Bank of America Bond Losses Could Top $100 Billion Due to Rising Rates

Andrew Bary

A sharp rise in rates since the end of the third quarter widened losses on bank securities portfolio and could become an investor issue again when banks start reporting their fourth-quarter results in the next week.

Bank of America has the largest unrealized losses in the banking industry and could be a focus of investor attention.

Barron’s estimates that Bank of America’s paper losses on a portfolio of $568 billion of bonds, mostly U.S. agency mortgage securities, could widen to $111 billion or more, compared with $86 billion at the end of September.

Industrywide, total unrealized losses could top $500 billion, up from $364 billion at the end of the third quarter. These losses involve all banks insured by the FDIC. The total potential losses would still be narrower than the nearly $700 billion at banks at the end of the third quarter of 2022. Why the wider losses recently? Bond prices move inversely with yields.

The yield on the Treasury 10-year note rose about 3/4 of a percentage point in the fourth quarter to end the year at 4.57% and the yield has risen further since then to 4.67%. Yields on mortgage securities also have risen sharply, depressing the value of bank portfolios that are heavy in mortgage issues.

Bank of America’s big paper losses are in a portfolio that is classified as held to maturity. Under accounting rules, paper losses on such portfolios don’t depress reported capital although the losses are real in an economic sense. The bank had about $200 billion of tangible equity at the end of the third quarter. Barron’s has written about the Bank of America unrealized bond losses periodically over the past few years.

Bank of America had $111 billion of paper losses on its held-to-maturity portfolio on June 30, 2024, and Treasury 10-year bond rates were higher at year-end 2024 than they were then. That suggests the losses could be equal to that amount or larger at year-end.

The Bank of America unrealized bond loss greatly exceeds the one at industry leader JPMorgan Chase, which had paper losses of about $20 billion on its held-to-maturity portfolio at the end of the third quarter.

Bank of America and other banks also hold bonds in portfolios designated as available for sales. Changes in values of those portfolios do affect capital.

Bank of America and most banks with large held-to-maturity portfolios plan to let the underlying securities mature steadily over time with the paper losses gradually melting away. There is minimal credit risk on the Bank of America portfolio since it consists almost entirely of Treasury securities and government agency mortgage securities.

Wall Street has been paying considerably less attention to this issue over the past year relative to 2022 when Silicon Valley Bank failed in part due to bond losses. The investor concerns ebbed further after a bond rally in the third quarter of 2024 narrowed the losses across the industry.

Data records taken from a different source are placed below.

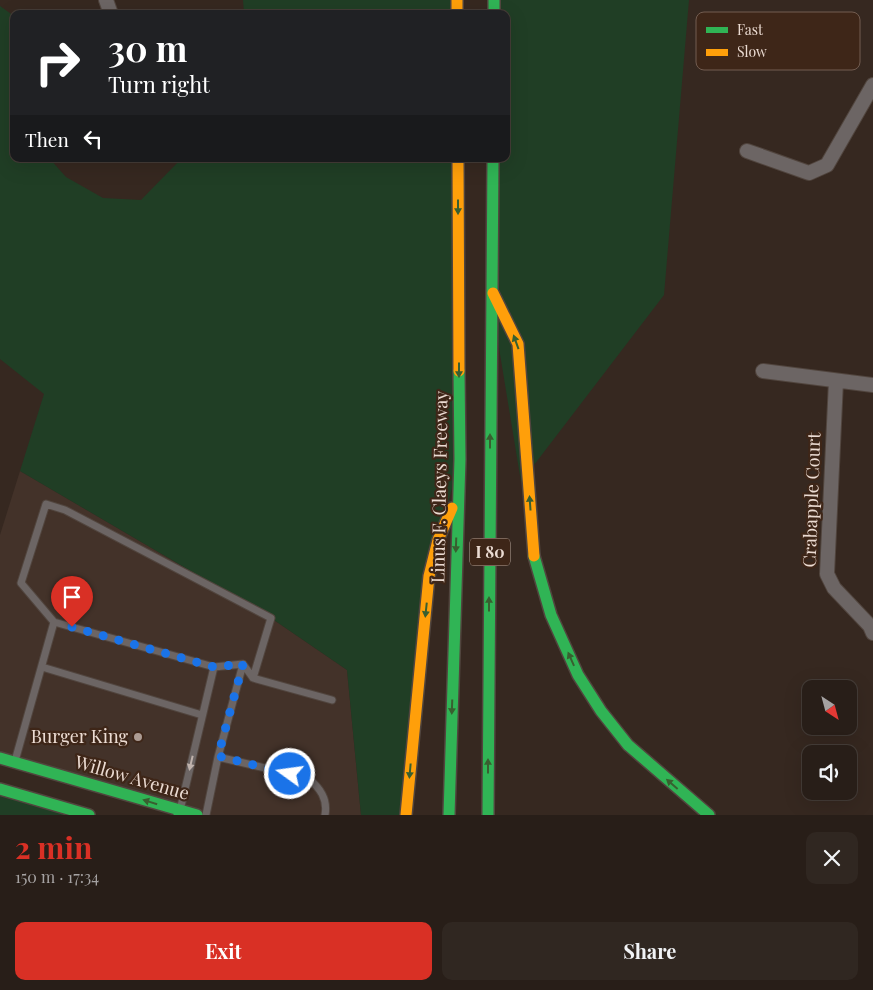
<!DOCTYPE html>
<html lang="en">
<head>
<meta charset="utf-8">
<style>
  body { margin:0; font-family:"Playfair Display",serif; background:#302721; color:#f1f3f6; height:100vh; display:flex; flex-direction:column; font-size:19px; white-space:nowrap }
  * { box-sizing:border-box; margin:0 }
  p { font-size:16px; color:#a5a2a2 }
  .icon { flex:none; width:28px; height:28px; fill:none; stroke:currentColor; stroke-width:2; stroke-linecap:round; stroke-linejoin:round }
  .map { position:relative; height:815px; overflow:hidden }
  .sheet { display:flex; flex-direction:column; background:#281e18; flex:1 }
  .sheet>* { flex:none }
  .hud { position:absolute; left:10px; top:10px; width:500px; height:152px; border-radius:10px; box-shadow:0 5px 20px #0002,0 0 0 1px #443c37; background:#202124; color:#fff; overflow:hidden }
  .needle { width:32px; rotate:144deg }
  .tools { position:absolute; left:802px; top:680px; display:grid; gap:10px }
  .tools a { display:grid; place-items:center; width:55px; height:55px; border-radius:10px; background:#281e18; box-shadow:0 5px 20px #0002,0 0 0 1px #443c37; font-size:25px }
  .pin { position:absolute; display:grid; place-items:center; width:42px; height:42px; color:#fff; margin:-51px -21px; border-radius:50% 50% 50% 0; rotate:-45deg; box-shadow:0 0 5px #0007 }
  .pin .icon { rotate:45deg }
  .me { position:absolute; width:55px; margin:-28px; rotate:284deg; stroke-linejoin:round; filter:drop-shadow(0 0 4px #0008) }
  .turn { display:flex; align-items:center; gap:18px; height:105px; padding:0 15px; font-size:22px }
  .turn .icon { width:65px; height:65px; stroke-width:2.5 }
  .turn b { display:block; font-size:35px; line-height:42px }
  .then { display:flex; align-items:center; height:48px; padding:0 15px; background:#0003; gap:10px; font-size:19px }
  .round { display:grid; place-items:center; flex:none; width:52px; height:52px; border-radius:10px; background:#302721 }
  .overview { display:flex; align-items:center; justify-content:space-between; height:85px; padding:0 15px }
  h1 { font-size:30px; font-weight:700; line-height:38px; color:#d93025 }
  .button { display:flex; gap:10px; margin-top:auto; padding:10px 15px }
  .button a { flex:1; height:58px; border-radius:10px; background:#d93025; color:#fff; font-size:20px; font-weight:700; line-height:58px; text-align:center }
  .button a+a { background:#302721; color:#f1f3f6 }
  .map>svg:first-child { display:block }
  .commercial { fill:#433229 }
  .green { fill:#203e25 }
  .lines { fill:none; stroke-linecap:round; stroke-linejoin:round }
  .lane-casing { stroke:#51453e; stroke-width:9 }
  .street-casing { stroke:#51453e; stroke-width:16 }
  .fast-casing { stroke:#51453e; stroke-width:14 }
  .slow-casing { stroke:#51453e; stroke-width:14 }
  .lane { stroke:#6c6564; stroke-width:7 }
  .street { stroke:#6c6564; stroke-width:14 }
  .fast { stroke:#30b455; stroke-width:11 }
  .slow { stroke:#ff9f0a; stroke-width:11 }
  .oneway { fill:#385f30 }
  .oneway2 { fill:#bfb2ac }
  .route { stroke:#1a73e8; stroke-width:9; stroke-dasharray:0 16.2 }
  .poi-dot { fill:#ac9c94; stroke:#3e2618; stroke-width:2 }
  .labels { text-anchor:middle; stroke-width:4.5; stroke-linejoin:round; paint-order:stroke }
  .shield { fill:#3e2618; stroke:#b7a59a; stroke-width:1 }
  .shield-label { font-size:16px; font-weight:bold; fill:#ebdbd2 }
  .street-label { font-size:18px; fill:#ebdbd2; stroke:#3e2618 }
  .poi-label { font-size:18px; fill:#ebdbd2; stroke:#3e2618; text-anchor:end }
  .key { fill:#3e2618; stroke:#725c50; stroke-width:1 }
  .key-label { font-size:14px; fill:#ebdbd2 }
</style>
</head>
<body>
<div class="map">
<svg width="873" height="815" viewBox="0 0 873 815">
  <rect width="100%" height="100%" fill="#362820"/>
  <!-- commercial -->
  <path class="commercial" d="M20 471 271 618 347 670 361 815H197L0 758V535Z"/>
  <!-- green -->
  <path class="green" d="M243 0H457V14H244Z
    M493 0H689L664 295 521 482 489 287 491 159H506V14Z
    M0 6 14 16V159H50L66 177 103 198 141 200 181 159H458L460 459 438 540 406 815H361L347 670 271 618 20 471 44 394 0 359Z
    M0 789 89 815H0Z"/>
  <g class="lines">
    <!-- lane casing -->
    <g class="lane-casing">
      <path id="lane" d="M54 622 21 583 46 504 65 510 271 618 253 678
        M42 667 202 715
        M218 757 308 778C320 788 328 799 325 815
        M15 761 54 622 214 667 243 664 253 678 332 700
        M181 806 214 667
        M206 815 218 757 243 664"/>
    </g>
    <!-- street casing -->
    <g class="street-casing">
      <path id="street" d="M106 0 111 14
        M747 151 809 173 827 165 873 85
        M763 371 873 385
        M836 381 827 574 834 588 870 626 873 633"/>
    </g>
    <!-- fast casing -->
    <g class="fast-casing">
      <path id="fast" d="M494 0V14
        M534 556 551 615 578 675 601 711 628 745 709 815
        M0 758 197 815
        M0 789 89 815
        M179 815 180 811
        M449 815 460 459 459 371
        M488 815 493 159"/>
    </g>
    <!-- slow casing -->
    <g class="slow-casing">
      <path id="slow" d="M457 0V14
        M458 159 459 371
        M493 293 518 344 534 556
        M406 815 429 576 438 540 452 508"/>
    </g>
    <!-- lane -->
    <use href="#lane" class="lane"/>
    <!-- street -->
    <use href="#street" class="street"/>
    <!-- fast -->
    <use href="#fast" class="fast"/>
    <!-- slow -->
    <use href="#slow" class="slow"/>
  </g>
  <!-- one-way arrows -->
  <defs><path id="oneway-solid" d="M-6-.8H1V-3.2L6.5 0L1 3.2V.8H-6Z" transform="scale(1.25)"/></defs>
  <g class="oneway">
    <use href="#oneway-solid" transform="translate(458 207) rotate(90)"/>
    <use href="#oneway-solid" transform="translate(516 342) rotate(-110)"/>
    <use href="#oneway-solid" transform="translate(459 370) rotate(90)"/>
    <use href="#oneway-solid" transform="translate(490 441) rotate(-90)"/>
    <use href="#oneway-solid" transform="translate(530 503) rotate(-94)"/>
    <use href="#oneway-solid" transform="translate(456 545) rotate(92)"/>
    <use href="#oneway-solid" transform="translate(489 604) rotate(-90)"/>
    <use href="#oneway-solid" transform="translate(426 610) rotate(96)"/>
    <use href="#oneway-solid" transform="translate(571 659) rotate(-114)"/>
    <use href="#oneway-solid" transform="translate(452 707) rotate(92)"/>
    <use href="#oneway-solid" transform="translate(488 766) rotate(-90)"/>
    <use href="#oneway-solid" transform="translate(410 771) rotate(95)"/>
    <use href="#oneway-solid" transform="translate(672 784) rotate(-139)"/>
    <use href="#oneway-solid" transform="translate(150 802) rotate(-163)"/>
  </g>
  <use class="oneway2" href="#oneway-solid" transform="translate(191 763) rotate(103)"/>
  <g class="lines">
    <!-- route -->
    <path class="route" d="M72 627 214 667 243 664 218 756 290 774"/>
  </g>
  <!-- markers -->
  <circle class="poi-dot" cx="138" cy="737" r="5"/>
  <g class="labels">
    <!-- shield labels -->
    <rect class="shield" x="470" y="538.5" width="40" height="27" rx="4"/>
    <g class="shield-label">
      <text x="490" y="558">I 80</text>
    </g>
    <!-- street labels -->
    <g class="street-label">
      <text transform="translate(440 487) rotate(-89)" y="6">Linus F. Claeys Freeway</text>
      <text transform="translate(812 500) rotate(-88)" y="6">Crabapple Court</text>
      <text transform="translate(132 778) rotate(16)" y="6">Willow Avenue</text>
    </g>
    <!-- poi labels -->
    <g class="poi-label">
      <text x="128" y="743">Burger King</text>
    </g>
  </g>
  <!-- legend -->
  <rect x="696" y="12" width="164" height="58" rx="8" class="key"/>
  <rect x="706" y="27" width="22" height="6" fill="#30b455"/>
  <rect x="706" y="49" width="22" height="7" fill="#ff9f0a"/>
  <g class="key-label">
    <text x="737" y="35">Fast</text>
    <text x="737" y="57">Slow</text>
  </g>
</svg>
<div class="tools">
<a><svg class="needle" viewBox="-14 -14 28 28"><path d="M0-13l5 13h-10z" fill="#e53935"/><path d="M0 13l5-13h-10z" fill="#a5a2a2"/></svg></a>
<a><svg class="icon" aria-label="sound" viewBox="0 0 24 24"><path d="M4 9h4l5-4v14l-5-4H4zM17 9q2 3 0 6"/></svg></a>
</div>
<div class="pin" style="left:72px;top:627px;background:#d93025"><svg class="icon" aria-label="arrive" viewBox="0 0 24 24"><path d="M6 21V4h12l-3 4 3 4H6"/></svg></div>
<svg class="me" style="left:290px;top:774px" viewBox="-20 -20 40 40"><circle r="17" fill="#1a73e8" stroke="#fff" stroke-width="3"/><path d="M0-11L8 9 0 5-8 9z" fill="#fff"/></svg>
<div class="hud">
<div class="turn"><svg class="icon" aria-label="right" viewBox="0 0 24 24"><path d="M7 20v-9h11M14 6l5 5-5 5"/></svg><div><b>30 m</b>Turn right</div></div>
<div class="then">Then<svg class="icon" aria-label="left" viewBox="0 0 24 24"><path d="M17 20v-9H6M10 6l-5 5 5 5"/></svg></div>
</div>
</div>
<section class="sheet">
<div class="overview"><div><h1>2 min</h1><p>150 m · 17:34</p></div><a class="round"><svg class="icon" aria-label="close" viewBox="0 0 24 24"><path d="M6 6l12 12M18 6L6 18"/></svg></a></div>
<div class="button"><a>Exit</a><a>Share</a></div>
</section>
</body>
</html>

Analyst Mike Mayo of Wells Fargo wrote during the summer that nearly half of all bank unrealized bond losses had been recouped from the low point in 2022 and that banks would benefit from greater financial flexibility as a result.

He wrote that the “nightmare” scenario of a liquidation of bank bond portfolios “should be put to rest.”

Bank of America executives have said that the bank’s held-to-maturity portfolio continues to roll off, or steadily mature. That process is slow, however, at a recent rate of 6% to 7% annually. The bank declined to comment, citing its prior public statements.

Analysts have rarely asked much about the portfolio in recent quarterly conference calls and focused on the bank’s margins, profits, segment performance and credit outlook.

Some analysts have said the Bank of America bond portfolio needs to be looked at holistically along with other assets as well as its huge deposit franchise.

Bank of America’s stock, which gained 0.3% to $46.21 Wednesday, is up 35% in the past year, trailing a 41% advance for rival JPMorgan Chase. Bank of America stock is considerably behind JP Morgan over the past three years — an 0.6% annualized return against 16.5% a year for JP Morgan, Bloomberg data show. Bank of America stock is still below its 2022 high of almost $50.

The bulk of the Bank of America held-to-maturity portfolio consists of agency mortgage securities with a final maturity of more than 10 years, accordin g to its third quarter 10-Q.

Much of the Bank of America held-to-maturity portfolio was purchased near historic lows in rates during 2020 and 2021. The average yield on its held-to-maturity portfolio is just 2%, considerably below current market yields on government and mortgage securities of 4.5% to 6%. The low yield on the portfolio could be a drag on profits for some time.

JP Morgan Chase has smaller paper losses on its bond portfolio in part because CEO Jamie Dimon tempered the bank’s investments when rates were at historic lows. Dimon didn’t think the risk/reward of such investments was favorable and was willing to accept tighter profit margins at the time to mitigate risk.